The task: Each line below must be transcribed exactly, and no picture may appear in the transcription.

Source data:

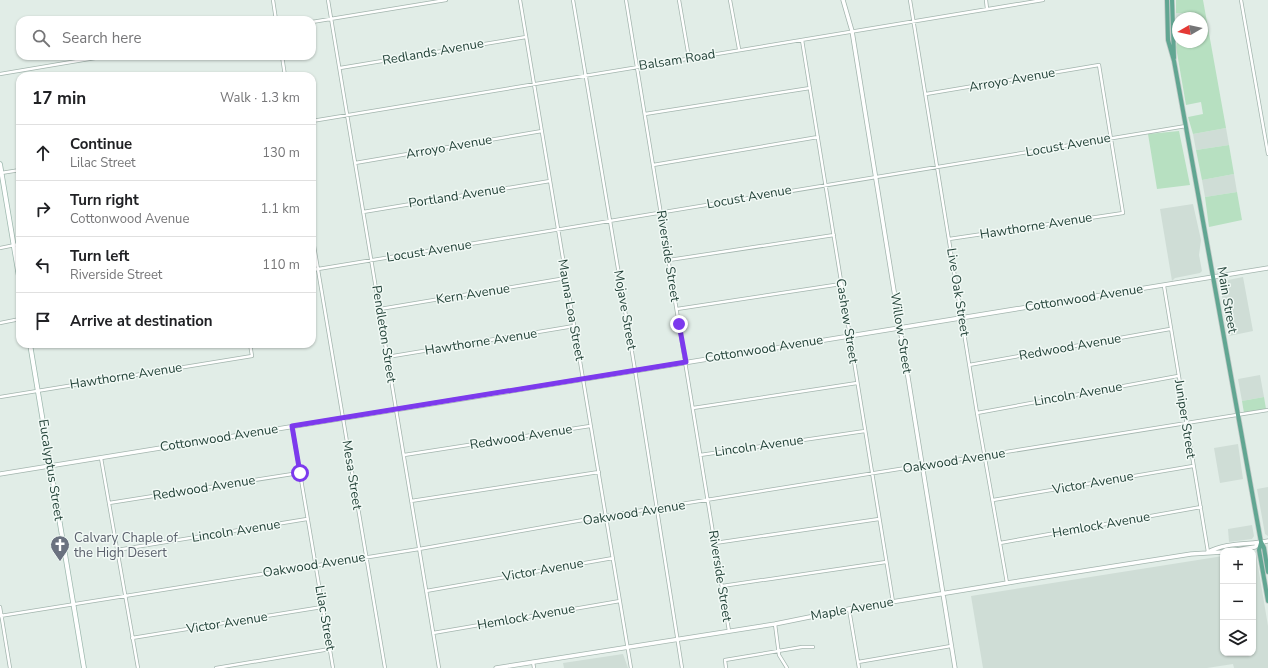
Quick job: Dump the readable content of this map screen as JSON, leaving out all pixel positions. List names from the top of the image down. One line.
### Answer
{"streets":{"main road":["Main Street","Eucalyptus Street"],"street":["Redlands Avenue","Balsam Road","Arroyo Avenue","Locust Avenue","Portland Avenue","Hawthorne Avenue","Riverside Street","Live Oak Street","Kern Avenue","Cottonwood Avenue","Mauna Loa Street","Mojave Street","Cashew Street","Willow Street","Pendleton Street","Redwood Avenue","Lincoln Avenue","Juniper Street","Oakwood Avenue","Mesa Street","Victor Avenue","Hemlock Avenue","Maple Avenue","Lilac Street"]},"crossings":[["Redlands Avenue","Mauna Loa Street"],["Redlands Avenue","Pendleton Street"],["Balsam Road","Riverside Street"],["Balsam Road","Live Oak Street"],["Balsam Road","Mauna Loa Street"],["Balsam Road","Mojave Street"],["Balsam Road","Cashew Street"],["Balsam Road","Willow Street"],["Balsam Road","Pendleton Street"],["Arroyo Avenue","Locust Avenue"],["Arroyo Avenue","Hawthorne Avenue"],["Arroyo Avenue","Live Oak Street"],["Arroyo Avenue","Mauna Loa Street"],["Arroyo Avenue","Pendleton Street"],["Locust Avenue","Hawthorne Avenue"],["Locust Avenue","Riverside Street"],["Locust Avenue","Live Oak Street"],["Locust Avenue","Main Street"],["Locust Avenue","Mauna Loa Street"],["Locust Avenue","Mojave Street"],["Locust Avenue","Cashew Street"],["Locust Avenue","Willow Street"],["Locust Avenue","Pendleton Street"],["Locust Avenue","Mesa Street"],["Portland Avenue","Mauna Loa Street"],["Portland Avenue","Pendleton Street"],["Hawthorne Avenue","Live Oak Street"],["Hawthorne Avenue","Mauna Loa Street"],["Hawthorne Avenue","Pendleton Street"],["Hawthorne Avenue","Eucalyptus Street"],["Riverside Street","Cottonwood Avenue"],["Riverside Street","Lincoln Avenue"],["Riverside Street","Oakwood Avenue"],["Riverside Street","Maple Avenue"],["Live Oak Street","Cottonwood Avenue"],["Live Oak Street","Redwood Avenue"],["Live Oak Street","Lincoln Avenue"],["Live Oak Street","Oakwood Avenue"],["Live Oak Street","Victor Avenue"],["Live Oak Street","Hemlock Avenue"],["Live Oak Street","Maple Avenue"],["Kern Avenue","Mauna Loa Street"],["Kern Avenue","Pendleton Street"],["Cottonwood Avenue","Main Street"],["Cottonwood Avenue","Mauna Loa Street"],["Cottonwood Avenue","Mojave Street"],["Cottonwood Avenue","Cashew Street"],["Cottonwood Avenue","Willow Street"],["Cottonwood Avenue","Pendleton Street"],["Cottonwood Avenue","Juniper Street"],["Cottonwood Avenue","Eucalyptus Street"],["Cottonwood Avenue","Mesa Street"],["Cottonwood Avenue","Lilac Street"],["Main Street","Oakwood Avenue"],["Main Street","Maple Avenue"],["Mauna Loa Street","Redwood Avenue"],["Mauna Loa Street","Oakwood Avenue"],["Mauna Loa Street","Victor Avenue"],["Mauna Loa Street","Hemlock Avenue"],["Mauna Loa Street","Maple Avenue"],["Mojave Street","Oakwood Avenue"],["Mojave Street","Maple Avenue"],["Cashew Street","Lincoln Avenue"],["Cashew Street","Oakwood Avenue"],["Cashew Street","Maple Avenue"],["Willow Street","Oakwood Avenue"],["Willow Street","Maple Avenue"],["Pendleton Street","Redwood Avenue"],["Pendleton Street","Oakwood Avenue"],["Pendleton Street","Victor Avenue"],["Pendleton Street","Hemlock Avenue"],["Redwood Avenue","Juniper Street"],["Redwood Avenue","Lilac Street"],["Lincoln Avenue","Juniper Street"],["Lincoln Avenue","Lilac Street"],["Juniper Street","Oakwood Avenue"],["Juniper Street","Victor Avenue"],["Juniper Street","Hemlock Avenue"],["Juniper Street","Maple Avenue"],["Oakwood Avenue","Eucalyptus Street"],["Oakwood Avenue","Mesa Street"],["Oakwood Avenue","Lilac Street"],["Victor Avenue","Lilac Street"]],"places":{"church":["Calvary Chaple of the High Desert"]},"north":"left","page":{"search":"Search here","heading":["17 min","Walk · 1.3 km"],"list":[["Continue","Lilac Street","130 m"],["Turn right","Cottonwood Avenue","1.1 km"],["Turn left","Riverside Street","110 m"],"Arrive at destination"],"map_buttons":["+","−"]}}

Response to this exercise:
Quick job: Dump the readable content of this map screen as JSON, leaving out all pixel positions. List names from the top of the image down. One line.
### Answer
{"streets":{"main road":["Main Street","Eucalyptus Street"],"street":["Redlands Avenue","Balsam Road","Arroyo Avenue","Locust Avenue","Portland Avenue","Hawthorne Avenue","Riverside Street","Live Oak Street","Kern Avenue","Cottonwood Avenue","Mauna Loa Street","Mojave Street","Cashew Street","Willow Street","Pendleton Street","Redwood Avenue","Lincoln Avenue","Juniper Street","Oakwood Avenue","Mesa Street","Victor Avenue","Hemlock Avenue","Maple Avenue","Lilac Street"]},"crossings":[["Redlands Avenue","Mauna Loa Street"],["Redlands Avenue","Pendleton Street"],["Balsam Road","Riverside Street"],["Balsam Road","Live Oak Street"],["Balsam Road","Mauna Loa Street"],["Balsam Road","Mojave Street"],["Balsam Road","Cashew Street"],["Balsam Road","Willow Street"],["Balsam Road","Pendleton Street"],["Arroyo Avenue","Locust Avenue"],["Arroyo Avenue","Hawthorne Avenue"],["Arroyo Avenue","Live Oak Street"],["Arroyo Avenue","Mauna Loa Street"],["Arroyo Avenue","Pendleton Street"],["Locust Avenue","Hawthorne Avenue"],["Locust Avenue","Riverside Street"],["Locust Avenue","Live Oak Street"],["Locust Avenue","Main Street"],["Locust Avenue","Mauna Loa Street"],["Locust Avenue","Mojave Street"],["Locust Avenue","Cashew Street"],["Locust Avenue","Willow Street"],["Locust Avenue","Pendleton Street"],["Locust Avenue","Mesa Street"],["Portland Avenue","Mauna Loa Street"],["Portland Avenue","Pendleton Street"],["Hawthorne Avenue","Live Oak Street"],["Hawthorne Avenue","Mauna Loa Street"],["Hawthorne Avenue","Pendleton Street"],["Hawthorne Avenue","Eucalyptus Street"],["Riverside Street","Cottonwood Avenue"],["Riverside Street","Lincoln Avenue"],["Riverside Street","Oakwood Avenue"],["Riverside Street","Maple Avenue"],["Live Oak Street","Cottonwood Avenue"],["Live Oak Street","Redwood Avenue"],["Live Oak Street","Lincoln Avenue"],["Live Oak Street","Oakwood Avenue"],["Live Oak Street","Victor Avenue"],["Live Oak Street","Hemlock Avenue"],["Live Oak Street","Maple Avenue"],["Kern Avenue","Mauna Loa Street"],["Kern Avenue","Pendleton Street"],["Cottonwood Avenue","Main Street"],["Cottonwood Avenue","Mauna Loa Street"],["Cottonwood Avenue","Mojave Street"],["Cottonwood Avenue","Cashew Street"],["Cottonwood Avenue","Willow Street"],["Cottonwood Avenue","Pendleton Street"],["Cottonwood Avenue","Juniper Street"],["Cottonwood Avenue","Eucalyptus Street"],["Cottonwood Avenue","Mesa Street"],["Cottonwood Avenue","Lilac Street"],["Main Street","Oakwood Avenue"],["Main Street","Maple Avenue"],["Mauna Loa Street","Redwood Avenue"],["Mauna Loa Street","Oakwood Avenue"],["Mauna Loa Street","Victor Avenue"],["Mauna Loa Street","Hemlock Avenue"],["Mauna Loa Street","Maple Avenue"],["Mojave Street","Oakwood Avenue"],["Mojave Street","Maple Avenue"],["Cashew Street","Lincoln Avenue"],["Cashew Street","Oakwood Avenue"],["Cashew Street","Maple Avenue"],["Willow Street","Oakwood Avenue"],["Willow Street","Maple Avenue"],["Pendleton Street","Redwood Avenue"],["Pendleton Street","Oakwood Avenue"],["Pendleton Street","Victor Avenue"],["Pendleton Street","Hemlock Avenue"],["Redwood Avenue","Juniper Street"],["Redwood Avenue","Lilac Street"],["Lincoln Avenue","Juniper Street"],["Lincoln Avenue","Lilac Street"],["Juniper Street","Oakwood Avenue"],["Juniper Street","Victor Avenue"],["Juniper Street","Hemlock Avenue"],["Juniper Street","Maple Avenue"],["Oakwood Avenue","Eucalyptus Street"],["Oakwood Avenue","Mesa Street"],["Oakwood Avenue","Lilac Street"],["Victor Avenue","Lilac Street"]],"places":{"church":["Calvary Chaple of the High Desert"]},"north":"left","page":{"search":"Search here","heading":["17 min","Walk · 1.3 km"],"list":[["Continue","Lilac Street","130 m"],["Turn right","Cottonwood Avenue","1.1 km"],["Turn left","Riverside Street","110 m"],"Arrive at destination"],"map_buttons":["+","−"]}}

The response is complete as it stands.